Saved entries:
■ ■ ■ ■ ■ ■ ■

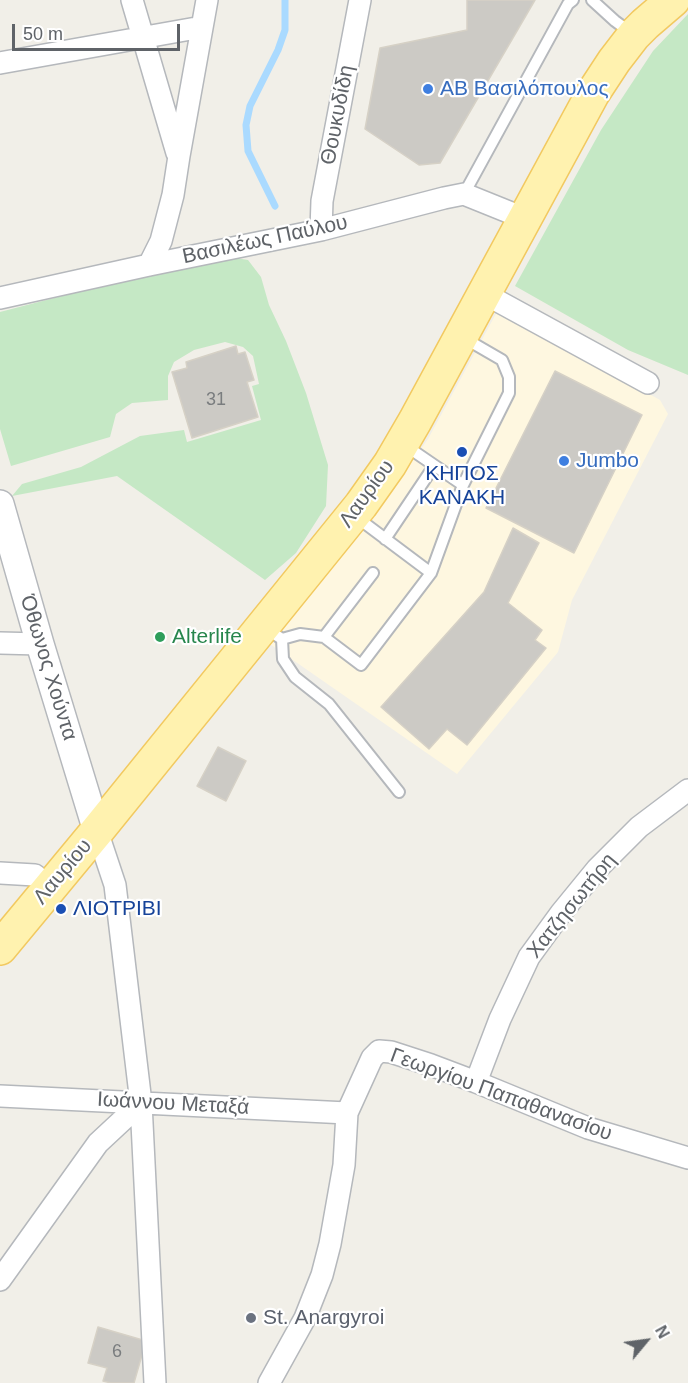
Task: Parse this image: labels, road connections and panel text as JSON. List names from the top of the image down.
{
  "streets": {
    "main road": ["Λαυρίου"],
    "street": [
      "Θουκυδίδη",
      "Βασιλέως Παύλου",
      "Όθωνος Χούντα",
      "Χατζησωτήρη",
      "Γεωργίου Παπαθανασίου",
      "Ιωάννου Μεταξά"
    ]
  },
  "crossings": [
    ["Θουκυδίδη", "Βασιλέως Παύλου"],
    ["Λαυρίου", "Όθωνος Χούντα"],
    ["Χατζησωτήρη", "Γεωργίου Παπαθανασίου"],
    ["Γεωργίου Παπαθανασίου", "Ιωάννου Μεταξά"]
  ],
  "places": [
    "ΑΒ Βασιλόπουλος",
    "ΚΗΠΟΣ ΚΑΝΑΚΗ",
    "Jumbo",
    "Alterlife",
    "ΛΙΟΤΡΙΒΙ",
    "St. Anargyroi"
  ],
  "house_numbers": ["31", "6"],
  "scale_bar": "50 m",
  "north": "top right"
}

■ ■ ■ ■ ■ ■ ■

● **Instructions to follow**: Leave out the pictures, then return every line of the data exactly.

● **Output for this exercise**:
Task: Parse this image: labels, road connections and panel text as JSON. List names from the top of the image down.
{
  "streets": {
    "main road": ["Λαυρίου"],
    "street": [
      "Θουκυδίδη",
      "Βασιλέως Παύλου",
      "Όθωνος Χούντα",
      "Χατζησωτήρη",
      "Γεωργίου Παπαθανασίου",
      "Ιωάννου Μεταξά"
    ]
  },
  "crossings": [
    ["Θουκυδίδη", "Βασιλέως Παύλου"],
    ["Λαυρίου", "Όθωνος Χούντα"],
    ["Χατζησωτήρη", "Γεωργίου Παπαθανασίου"],
    ["Γεωργίου Παπαθανασίου", "Ιωάννου Μεταξά"]
  ],
  "places": [
    "ΑΒ Βασιλόπουλος",
    "ΚΗΠΟΣ ΚΑΝΑΚΗ",
    "Jumbo",
    "Alterlife",
    "ΛΙΟΤΡΙΒΙ",
    "St. Anargyroi"
  ],
  "house_numbers": ["31", "6"],
  "scale_bar": "50 m",
  "north": "top right"
}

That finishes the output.